### YOUR ASSIGNMENT
Copy every line of the records below that holds the word "heat".

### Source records

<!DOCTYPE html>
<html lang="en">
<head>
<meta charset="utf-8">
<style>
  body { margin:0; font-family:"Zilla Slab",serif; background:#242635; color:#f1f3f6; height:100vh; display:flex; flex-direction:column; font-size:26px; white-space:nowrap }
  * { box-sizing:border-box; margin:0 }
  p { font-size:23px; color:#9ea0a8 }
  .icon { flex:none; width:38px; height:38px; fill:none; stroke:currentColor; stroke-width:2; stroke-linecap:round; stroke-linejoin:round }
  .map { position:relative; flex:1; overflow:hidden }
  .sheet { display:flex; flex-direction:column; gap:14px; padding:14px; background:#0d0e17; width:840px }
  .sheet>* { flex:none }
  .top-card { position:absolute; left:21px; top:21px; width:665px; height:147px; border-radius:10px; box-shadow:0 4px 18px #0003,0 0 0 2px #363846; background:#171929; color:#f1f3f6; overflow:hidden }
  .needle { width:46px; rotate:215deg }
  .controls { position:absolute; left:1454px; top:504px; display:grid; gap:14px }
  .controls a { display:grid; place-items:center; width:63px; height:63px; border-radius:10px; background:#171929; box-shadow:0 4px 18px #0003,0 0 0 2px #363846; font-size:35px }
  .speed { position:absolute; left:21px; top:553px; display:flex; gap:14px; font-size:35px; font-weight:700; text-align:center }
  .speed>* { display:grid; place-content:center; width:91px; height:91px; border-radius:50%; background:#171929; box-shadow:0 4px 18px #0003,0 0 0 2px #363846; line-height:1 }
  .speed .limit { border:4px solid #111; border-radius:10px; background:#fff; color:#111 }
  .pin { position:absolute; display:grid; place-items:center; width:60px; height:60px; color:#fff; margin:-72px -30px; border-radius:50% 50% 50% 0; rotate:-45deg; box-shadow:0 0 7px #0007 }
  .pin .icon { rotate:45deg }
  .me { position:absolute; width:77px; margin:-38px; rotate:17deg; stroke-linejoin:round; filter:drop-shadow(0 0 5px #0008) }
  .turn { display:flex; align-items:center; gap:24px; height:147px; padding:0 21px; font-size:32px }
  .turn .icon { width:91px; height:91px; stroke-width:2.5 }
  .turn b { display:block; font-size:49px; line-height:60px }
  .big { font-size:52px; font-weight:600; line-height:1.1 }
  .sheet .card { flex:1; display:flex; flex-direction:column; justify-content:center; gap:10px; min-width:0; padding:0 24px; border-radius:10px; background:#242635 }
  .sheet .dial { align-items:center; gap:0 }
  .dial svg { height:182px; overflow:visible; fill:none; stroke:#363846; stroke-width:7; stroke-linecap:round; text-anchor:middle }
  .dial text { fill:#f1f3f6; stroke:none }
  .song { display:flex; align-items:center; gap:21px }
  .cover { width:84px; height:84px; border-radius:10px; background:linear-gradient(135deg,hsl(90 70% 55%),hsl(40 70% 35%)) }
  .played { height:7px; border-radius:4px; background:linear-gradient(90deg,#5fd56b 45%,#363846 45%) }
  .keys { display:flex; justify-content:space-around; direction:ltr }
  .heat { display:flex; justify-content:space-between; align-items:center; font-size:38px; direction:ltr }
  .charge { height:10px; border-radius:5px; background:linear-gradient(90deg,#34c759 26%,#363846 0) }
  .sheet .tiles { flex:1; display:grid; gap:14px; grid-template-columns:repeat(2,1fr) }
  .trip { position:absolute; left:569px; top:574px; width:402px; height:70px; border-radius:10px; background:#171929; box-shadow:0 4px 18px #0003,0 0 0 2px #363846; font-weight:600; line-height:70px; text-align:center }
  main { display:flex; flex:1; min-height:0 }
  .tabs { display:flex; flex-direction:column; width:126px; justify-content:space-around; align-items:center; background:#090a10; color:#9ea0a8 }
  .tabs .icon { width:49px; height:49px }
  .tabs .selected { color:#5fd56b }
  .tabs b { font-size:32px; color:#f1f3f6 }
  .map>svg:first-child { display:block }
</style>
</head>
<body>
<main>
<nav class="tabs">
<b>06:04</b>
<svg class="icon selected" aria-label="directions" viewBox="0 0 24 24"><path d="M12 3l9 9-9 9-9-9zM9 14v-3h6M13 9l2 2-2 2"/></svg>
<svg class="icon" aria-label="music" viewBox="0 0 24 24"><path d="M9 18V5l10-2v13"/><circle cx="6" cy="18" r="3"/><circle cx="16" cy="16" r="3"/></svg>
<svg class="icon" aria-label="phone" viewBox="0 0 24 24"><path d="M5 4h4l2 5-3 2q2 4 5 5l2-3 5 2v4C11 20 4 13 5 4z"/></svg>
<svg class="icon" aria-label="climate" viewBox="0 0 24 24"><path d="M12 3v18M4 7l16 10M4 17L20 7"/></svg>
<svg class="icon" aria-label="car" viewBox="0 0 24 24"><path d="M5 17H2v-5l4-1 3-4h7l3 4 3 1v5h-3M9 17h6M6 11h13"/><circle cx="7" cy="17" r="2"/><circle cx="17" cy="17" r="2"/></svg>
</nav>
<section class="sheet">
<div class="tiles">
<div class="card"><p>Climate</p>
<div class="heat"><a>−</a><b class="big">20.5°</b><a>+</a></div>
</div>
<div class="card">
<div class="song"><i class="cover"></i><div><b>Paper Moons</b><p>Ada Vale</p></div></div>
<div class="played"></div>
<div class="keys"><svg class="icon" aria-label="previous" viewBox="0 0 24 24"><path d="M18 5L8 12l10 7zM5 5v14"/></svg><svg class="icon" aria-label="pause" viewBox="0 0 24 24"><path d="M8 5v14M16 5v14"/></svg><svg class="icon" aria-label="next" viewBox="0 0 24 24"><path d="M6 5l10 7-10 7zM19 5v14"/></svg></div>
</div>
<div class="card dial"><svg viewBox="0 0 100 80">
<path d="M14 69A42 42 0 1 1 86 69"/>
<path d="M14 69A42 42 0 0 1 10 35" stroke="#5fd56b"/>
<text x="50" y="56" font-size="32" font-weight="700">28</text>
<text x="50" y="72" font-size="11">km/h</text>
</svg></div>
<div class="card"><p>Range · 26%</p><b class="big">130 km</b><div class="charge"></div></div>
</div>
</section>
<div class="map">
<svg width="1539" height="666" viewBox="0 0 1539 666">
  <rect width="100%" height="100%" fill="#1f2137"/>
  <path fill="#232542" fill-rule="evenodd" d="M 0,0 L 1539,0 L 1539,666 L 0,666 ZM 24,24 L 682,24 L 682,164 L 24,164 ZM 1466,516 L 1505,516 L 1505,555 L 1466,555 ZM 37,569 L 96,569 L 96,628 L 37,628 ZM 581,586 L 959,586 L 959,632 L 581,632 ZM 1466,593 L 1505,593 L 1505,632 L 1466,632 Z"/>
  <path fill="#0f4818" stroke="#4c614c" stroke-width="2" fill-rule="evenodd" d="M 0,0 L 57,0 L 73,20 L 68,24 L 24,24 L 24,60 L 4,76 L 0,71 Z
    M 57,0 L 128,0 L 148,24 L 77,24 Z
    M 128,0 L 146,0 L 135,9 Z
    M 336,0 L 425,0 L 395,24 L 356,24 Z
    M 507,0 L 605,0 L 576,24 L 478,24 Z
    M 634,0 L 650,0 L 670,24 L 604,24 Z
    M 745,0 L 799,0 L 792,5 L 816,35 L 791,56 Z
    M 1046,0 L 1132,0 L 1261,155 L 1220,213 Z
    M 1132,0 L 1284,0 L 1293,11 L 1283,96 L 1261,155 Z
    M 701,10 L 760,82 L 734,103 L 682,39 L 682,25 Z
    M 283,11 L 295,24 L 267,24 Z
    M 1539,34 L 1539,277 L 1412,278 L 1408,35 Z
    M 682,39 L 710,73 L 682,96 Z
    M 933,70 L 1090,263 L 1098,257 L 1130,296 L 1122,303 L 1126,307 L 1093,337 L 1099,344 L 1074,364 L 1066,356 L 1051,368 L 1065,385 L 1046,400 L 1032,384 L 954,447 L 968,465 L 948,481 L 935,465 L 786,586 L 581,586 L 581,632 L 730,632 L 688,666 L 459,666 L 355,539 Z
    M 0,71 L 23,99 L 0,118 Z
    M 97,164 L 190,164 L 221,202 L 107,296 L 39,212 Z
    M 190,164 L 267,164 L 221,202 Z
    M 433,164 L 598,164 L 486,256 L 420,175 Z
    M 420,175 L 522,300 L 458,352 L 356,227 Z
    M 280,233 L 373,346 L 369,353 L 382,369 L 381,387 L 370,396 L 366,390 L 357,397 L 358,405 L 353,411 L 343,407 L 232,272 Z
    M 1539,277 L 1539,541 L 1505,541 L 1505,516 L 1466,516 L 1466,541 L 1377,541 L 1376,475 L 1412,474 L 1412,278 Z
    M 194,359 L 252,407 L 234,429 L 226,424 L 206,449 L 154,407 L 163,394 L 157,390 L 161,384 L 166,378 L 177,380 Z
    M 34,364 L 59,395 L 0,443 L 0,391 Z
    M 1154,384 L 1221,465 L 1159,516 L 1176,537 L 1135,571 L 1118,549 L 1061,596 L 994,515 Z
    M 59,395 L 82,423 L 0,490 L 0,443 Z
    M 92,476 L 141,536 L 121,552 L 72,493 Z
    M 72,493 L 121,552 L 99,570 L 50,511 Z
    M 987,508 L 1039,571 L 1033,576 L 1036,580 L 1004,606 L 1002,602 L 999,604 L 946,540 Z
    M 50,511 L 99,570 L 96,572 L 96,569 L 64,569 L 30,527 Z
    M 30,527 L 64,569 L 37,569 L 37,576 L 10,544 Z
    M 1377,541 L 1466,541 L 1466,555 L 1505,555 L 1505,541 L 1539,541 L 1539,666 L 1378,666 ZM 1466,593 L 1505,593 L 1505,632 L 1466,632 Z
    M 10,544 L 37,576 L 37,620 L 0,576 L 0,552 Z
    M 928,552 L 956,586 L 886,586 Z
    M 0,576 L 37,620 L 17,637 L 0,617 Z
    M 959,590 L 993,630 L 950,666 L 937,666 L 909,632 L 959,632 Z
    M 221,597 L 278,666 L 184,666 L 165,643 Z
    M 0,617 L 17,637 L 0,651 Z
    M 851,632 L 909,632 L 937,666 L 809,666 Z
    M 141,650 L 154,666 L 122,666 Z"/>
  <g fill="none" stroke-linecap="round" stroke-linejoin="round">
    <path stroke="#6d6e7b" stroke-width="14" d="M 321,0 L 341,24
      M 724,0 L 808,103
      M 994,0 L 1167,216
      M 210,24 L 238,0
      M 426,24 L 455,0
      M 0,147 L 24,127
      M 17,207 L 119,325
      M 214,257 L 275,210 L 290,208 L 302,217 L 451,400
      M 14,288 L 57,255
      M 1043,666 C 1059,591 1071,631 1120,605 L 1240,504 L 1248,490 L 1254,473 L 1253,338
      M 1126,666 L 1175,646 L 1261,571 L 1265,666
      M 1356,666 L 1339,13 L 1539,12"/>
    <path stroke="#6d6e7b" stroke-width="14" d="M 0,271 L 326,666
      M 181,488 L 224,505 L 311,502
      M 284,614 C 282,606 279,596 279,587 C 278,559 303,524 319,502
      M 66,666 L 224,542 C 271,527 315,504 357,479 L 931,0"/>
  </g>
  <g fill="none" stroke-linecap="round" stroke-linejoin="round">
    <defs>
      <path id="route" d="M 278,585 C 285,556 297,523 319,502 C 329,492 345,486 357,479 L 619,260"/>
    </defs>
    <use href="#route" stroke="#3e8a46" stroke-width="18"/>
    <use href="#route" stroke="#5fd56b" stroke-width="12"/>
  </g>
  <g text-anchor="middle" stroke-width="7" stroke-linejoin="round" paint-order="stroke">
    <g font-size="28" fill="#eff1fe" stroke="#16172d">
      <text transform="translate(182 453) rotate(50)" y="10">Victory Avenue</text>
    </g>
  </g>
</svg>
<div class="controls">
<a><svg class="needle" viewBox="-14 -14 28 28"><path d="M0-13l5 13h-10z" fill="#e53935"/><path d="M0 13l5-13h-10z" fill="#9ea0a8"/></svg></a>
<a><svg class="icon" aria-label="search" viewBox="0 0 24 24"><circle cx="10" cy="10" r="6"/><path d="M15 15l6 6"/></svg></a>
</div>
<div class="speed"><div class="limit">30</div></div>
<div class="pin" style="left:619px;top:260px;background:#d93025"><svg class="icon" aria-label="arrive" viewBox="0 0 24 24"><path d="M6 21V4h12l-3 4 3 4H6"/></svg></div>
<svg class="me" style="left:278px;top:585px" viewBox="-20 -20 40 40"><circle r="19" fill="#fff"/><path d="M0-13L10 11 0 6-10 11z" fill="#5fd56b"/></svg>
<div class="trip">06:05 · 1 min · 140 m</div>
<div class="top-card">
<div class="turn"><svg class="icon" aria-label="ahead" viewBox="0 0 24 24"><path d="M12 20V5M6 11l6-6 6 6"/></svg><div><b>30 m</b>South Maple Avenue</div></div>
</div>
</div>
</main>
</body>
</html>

### RESULT OF THE TASK
  .heat { display:flex; justify-content:space-between; align-items:center; font-size:38px; direction:ltr }
<div class="heat"><a>−</a><b class="big">20.5°</b><a>+</a></div>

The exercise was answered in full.